What to do: In the entries that follow, the lines from the one with "position:absolute; left:15px; bottom:12px;" through the one with "position:absolute; translate:-50% -50%;" are the ones to write out, exactly and with both ends included. Nothing else should appear.

(Collected data entries)

┌──

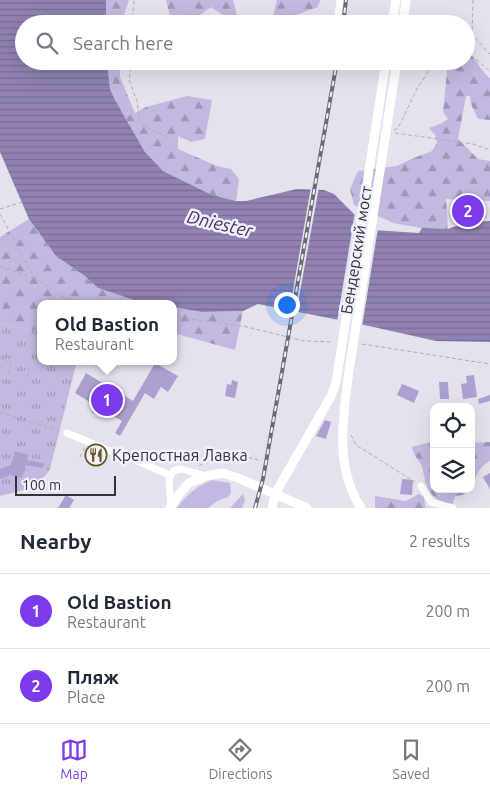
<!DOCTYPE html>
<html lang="en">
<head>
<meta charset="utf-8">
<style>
  :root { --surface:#fff; --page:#f6f6f7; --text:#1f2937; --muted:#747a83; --line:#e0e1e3; --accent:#7c3aed }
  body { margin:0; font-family:Ubuntu,sans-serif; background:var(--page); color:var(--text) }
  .controls { position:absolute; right:15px; bottom:15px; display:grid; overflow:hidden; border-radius:10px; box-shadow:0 5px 20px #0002 }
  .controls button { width:45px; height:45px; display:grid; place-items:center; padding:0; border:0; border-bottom:1px solid var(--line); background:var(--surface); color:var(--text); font:25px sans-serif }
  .scale { position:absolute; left:15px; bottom:12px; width:101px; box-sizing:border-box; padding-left:5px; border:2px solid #343337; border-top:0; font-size:14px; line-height:18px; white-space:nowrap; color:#343337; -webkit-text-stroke:4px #f3effc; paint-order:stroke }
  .you { position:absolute; left:286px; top:304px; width:18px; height:18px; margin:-12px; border:4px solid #fff; border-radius:50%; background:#1a73e8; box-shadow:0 0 0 8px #1a73e833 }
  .badge { display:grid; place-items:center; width:32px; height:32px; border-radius:50%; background:var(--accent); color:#fff; font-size:16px; font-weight:700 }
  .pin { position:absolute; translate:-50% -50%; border:2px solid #fff; box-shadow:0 1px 5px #0006 }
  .popup { position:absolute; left:37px; top:300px; width:140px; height:65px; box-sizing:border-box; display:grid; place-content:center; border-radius:10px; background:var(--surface); filter:drop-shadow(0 1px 4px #0005); font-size:16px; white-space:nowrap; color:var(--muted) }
  .popup b { font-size:19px; color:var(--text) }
  .popup::after { content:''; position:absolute; left:50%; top:100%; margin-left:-10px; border:10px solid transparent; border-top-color:var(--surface) }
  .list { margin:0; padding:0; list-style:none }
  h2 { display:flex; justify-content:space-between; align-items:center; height:65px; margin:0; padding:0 20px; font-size:21px }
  h2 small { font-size:16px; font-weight:400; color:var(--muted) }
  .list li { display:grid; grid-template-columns:32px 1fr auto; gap:15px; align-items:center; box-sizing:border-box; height:75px; padding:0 20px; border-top:1px solid var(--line) }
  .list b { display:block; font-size:19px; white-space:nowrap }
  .list p { margin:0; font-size:16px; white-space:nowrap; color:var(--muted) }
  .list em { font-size:16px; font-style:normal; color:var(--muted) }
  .icon { flex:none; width:28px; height:28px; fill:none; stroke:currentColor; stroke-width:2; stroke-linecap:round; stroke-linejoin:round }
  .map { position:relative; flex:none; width:490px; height:508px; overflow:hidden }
  .search { position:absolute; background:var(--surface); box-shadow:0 5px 20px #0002; left:15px; right:15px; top:15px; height:55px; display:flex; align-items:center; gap:12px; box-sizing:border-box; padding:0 18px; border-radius:28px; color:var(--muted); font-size:19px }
  .sheet { height:215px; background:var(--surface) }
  nav { display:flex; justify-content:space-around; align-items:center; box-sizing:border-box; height:70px; border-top:1px solid var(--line); background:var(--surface); font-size:14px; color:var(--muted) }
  nav a { display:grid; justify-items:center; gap:2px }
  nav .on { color:var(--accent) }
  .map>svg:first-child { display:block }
  .grass { fill:#c4b8e0 }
  .forest { fill:url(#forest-firs) }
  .park { fill:url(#park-tufts) }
  .water { fill:url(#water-rules) }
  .pier { fill:#e5e2ee }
  .building { fill:#ae9fd1 }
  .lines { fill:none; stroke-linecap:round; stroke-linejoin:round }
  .path { stroke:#b0adb7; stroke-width:1; stroke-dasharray:4 2.5; stroke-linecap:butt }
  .minor { stroke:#fff; stroke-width:7 }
  .major { stroke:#fff; stroke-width:9 }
  .rail-casing { stroke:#6d6b72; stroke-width:4 }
  .rail { stroke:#f3effc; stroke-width:2; stroke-dasharray:5.5; stroke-linecap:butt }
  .labels { text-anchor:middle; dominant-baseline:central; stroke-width:5; stroke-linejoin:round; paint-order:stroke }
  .street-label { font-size:16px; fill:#343337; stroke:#f3effc }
  .poi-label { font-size:16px; fill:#343337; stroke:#f3effc; text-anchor:start }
  .water-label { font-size:18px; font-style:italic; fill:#442d6a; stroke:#f3effc }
</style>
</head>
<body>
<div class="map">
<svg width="490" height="508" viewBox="0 0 490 508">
  <defs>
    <pattern id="forest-firs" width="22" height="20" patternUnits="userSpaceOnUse" patternTransform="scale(1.25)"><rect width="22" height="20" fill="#c4b8e0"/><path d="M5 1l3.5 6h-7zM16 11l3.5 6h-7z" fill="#a096b6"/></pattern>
    <pattern id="park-tufts" width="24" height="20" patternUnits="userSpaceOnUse" patternTransform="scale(1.25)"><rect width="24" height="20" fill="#c4b8e0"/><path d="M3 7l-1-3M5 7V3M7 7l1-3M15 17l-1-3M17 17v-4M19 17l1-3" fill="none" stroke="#a096b6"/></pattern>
    <pattern id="water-rules" width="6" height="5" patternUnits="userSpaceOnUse" patternTransform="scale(1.25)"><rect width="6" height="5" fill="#9182b3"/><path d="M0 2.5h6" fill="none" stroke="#776b92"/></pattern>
  </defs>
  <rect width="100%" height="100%" fill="#e5e2ee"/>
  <path class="grass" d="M212,480l18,3 1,10 -3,4 -11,4 -9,7h-31c10,-14 19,-21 35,-28z
    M243,494l2,6 -3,8h-12z"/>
  <path class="forest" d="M106,0h23l-8,24h-15z
    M166,0h67l4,15 19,8 17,-7 4,-16h43l-2,7 -25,9 -5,8h-52l-25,-17 -15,11 -5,6h-19z
    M466,52c9,3 15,20 24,26v42l-12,-1 -7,-15 -1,-8h-4l-8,43 20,20 12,2v40l-44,-2 2,30 -26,-1 -29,-5 -39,-18 -4,-16 8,-18 39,-5 14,-7 21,-8 5,-8 -2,-8 -6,-7 13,-5 6,-4 -5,-7 5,-51h18z
    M107,61h13v16l15,36 11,-6 41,-11 25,4 -7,39 -14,3 -13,-6v13l39,17 14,3 8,10 -3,22 -24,-6 -49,-24 -18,-19 -29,-50 -6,-13z
    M29,219l27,37 29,20 13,12 39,13 17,3h-113v28l-41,-9v-86z
    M173,307l29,5 41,-1 -8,39 -62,-17z
    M434,441v48h37l-8,6 -8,1 -3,10c-17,-4 -25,-14 -28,-30 -1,-4 -1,-9 -3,-12 -5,-8 -6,-6 -9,-17z
    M490,442v19c-12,6 -14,16 -19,28v-46z
    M419,494l5,3 1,10 3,1h-53v-12l31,5z"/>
  <path class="park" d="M0,323l41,9v29h36l-27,108c-12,19 -29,22 -50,27z"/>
  <path class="water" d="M0,0h106v24h-82v37h83l3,28 6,13 29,50 18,19 49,24 24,6h10l51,-12 27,1 10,4 21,21 19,15 45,3 3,-5 26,1 16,-6 26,-2v121l-54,-1 -67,-15 -111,-22 -15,7 -41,1 -29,-5v-3h-19l-17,-3 -39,-13 -13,-12 -29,-20 -27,-37 -29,-67z"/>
  <path class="pier" d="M311,187h8l-23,127 -7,-1z
    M355,212l20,15 3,1 -16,99 -25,-5z"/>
  <path class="building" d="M155,363l23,13 -10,16 -7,-5 -7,12 -9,-6 -25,43 -5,-3 7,-12 -15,-9 -4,6 -11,-6 4,-6 -21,-13 11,-20 47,28z
    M474,375l3,22 -14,2 -2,-15 6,-1 -1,-7z
    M232,380l6,2 -3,16 -10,-2 2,-12 4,1z
    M439,382h9l1,17h-9z
    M402,384l17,7 -5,12 -17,-8z
    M490,395v6l-11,3 -1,-5z
    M325,420l6,2 -5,17 -10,-3z
    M87,448l18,7 -3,9 -18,-7z
    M15,451l13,4 -1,5 17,3 -1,5 -18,-3 -3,13 -12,-3 -10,4v-10l11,-4z
    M490,473v16l-7,-12z
    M402,479l11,1 -1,15 -12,-1z
    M66,495l8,5 -5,8h-11z"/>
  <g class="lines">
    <path class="path" d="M473,0l-1,35 18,19
      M132,24l2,-24
      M466,51l24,20
      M132,61l-3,19 8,21 3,20 8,7 20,9
      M394,130l4,-2 19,-39 18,-28
      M395,133l78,11 17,6
      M0,209l22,-7
      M0,214l34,63 25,18 19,9
      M0,241l10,-7
      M0,266l32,11
      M173,317l70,9 61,15 29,1
      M362,344l128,20
      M0,358l8,3
      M9,373l2,-12
      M27,377l3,-12
      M0,412l60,19
      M351,435l5,10 59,37
      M80,457l5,-10
      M172,462l15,-4 5,6
      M199,466c21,-14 35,-13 59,-6"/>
    <path class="minor" d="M337,24l3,-24
      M67,433l60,25
      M135,460l35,15
      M421,486l10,16 22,6
      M171,508l-2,-29 4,-8 8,-2 25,7"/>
    <path class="major" d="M392,24l4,-24
      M403,24l3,-24
      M170,508l10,-15 9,-10 17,-7 16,-3 16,5 69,30
      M272,508l4,-16 55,-96 5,-13 50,-322
      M361,508c-27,-42 -18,-90 -12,-137l48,-310"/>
    <g class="rail-casing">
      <path id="rail" d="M343,24l3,-24
        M255,508l8,-29 74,-418"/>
    </g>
    <use href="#rail" class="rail"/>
  </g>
  <defs>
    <g id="restaurant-ring" transform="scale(1.125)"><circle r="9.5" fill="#f3effc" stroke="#685524" stroke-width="1.5"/><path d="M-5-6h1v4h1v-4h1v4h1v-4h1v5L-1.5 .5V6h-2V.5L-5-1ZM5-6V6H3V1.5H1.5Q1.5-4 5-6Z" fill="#685524"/></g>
  </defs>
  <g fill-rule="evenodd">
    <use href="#restaurant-ring" x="96" y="455"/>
  </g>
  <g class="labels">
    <g class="street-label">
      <text transform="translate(356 250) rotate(-81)">Бендерский мост</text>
    </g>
    <g class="poi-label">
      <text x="112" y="455">Крепостная Лавка</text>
    </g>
    <g class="water-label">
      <text transform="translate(220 223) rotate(13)">Dniester</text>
    </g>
  </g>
</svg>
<div class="controls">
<button><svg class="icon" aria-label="locate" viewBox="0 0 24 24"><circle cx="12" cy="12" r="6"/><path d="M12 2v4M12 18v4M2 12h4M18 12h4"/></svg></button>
<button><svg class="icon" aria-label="layers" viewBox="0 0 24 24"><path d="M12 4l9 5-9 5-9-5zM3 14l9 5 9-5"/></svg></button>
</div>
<div class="scale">100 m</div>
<div class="you"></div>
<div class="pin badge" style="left:107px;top:400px">1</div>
<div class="popup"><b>Old Bastion</b>Restaurant</div>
<div class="pin badge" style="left:468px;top:211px">2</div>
<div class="search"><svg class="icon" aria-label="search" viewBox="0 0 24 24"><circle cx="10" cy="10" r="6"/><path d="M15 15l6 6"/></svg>Search here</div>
</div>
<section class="sheet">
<h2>Nearby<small>2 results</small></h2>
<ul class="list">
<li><span class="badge">1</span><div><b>Old Bastion</b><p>Restaurant</p></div><em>200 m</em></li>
<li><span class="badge">2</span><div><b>Пляж</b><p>Place</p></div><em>200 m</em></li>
</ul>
</section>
<nav>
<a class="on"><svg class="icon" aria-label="map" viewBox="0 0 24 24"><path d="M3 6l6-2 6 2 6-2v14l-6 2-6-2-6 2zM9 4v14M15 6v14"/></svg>Map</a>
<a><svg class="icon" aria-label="directions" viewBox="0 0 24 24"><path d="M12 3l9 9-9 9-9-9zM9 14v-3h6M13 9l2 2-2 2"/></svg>Directions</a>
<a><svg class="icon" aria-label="saved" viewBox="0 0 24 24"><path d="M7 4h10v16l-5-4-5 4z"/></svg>Saved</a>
</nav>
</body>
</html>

└──

Exercise response:
  .scale { position:absolute; left:15px; bottom:12px; width:101px; box-sizing:border-box; padding-left:5px; border:2px solid #343337; border-top:0; font-size:14px; line-height:18px; white-space:nowrap; color:#343337; -webkit-text-stroke:4px #f3effc; paint-order:stroke }
  .you { position:absolute; left:286px; top:304px; width:18px; height:18px; margin:-12px; border:4px solid #fff; border-radius:50%; background:#1a73e8; box-shadow:0 0 0 8px #1a73e833 }
  .badge { display:grid; place-items:center; width:32px; height:32px; border-radius:50%; background:var(--accent); color:#fff; font-size:16px; font-weight:700 }
  .pin { position:absolute; translate:-50% -50%; border:2px solid #fff; box-shadow:0 1px 5px #0006 }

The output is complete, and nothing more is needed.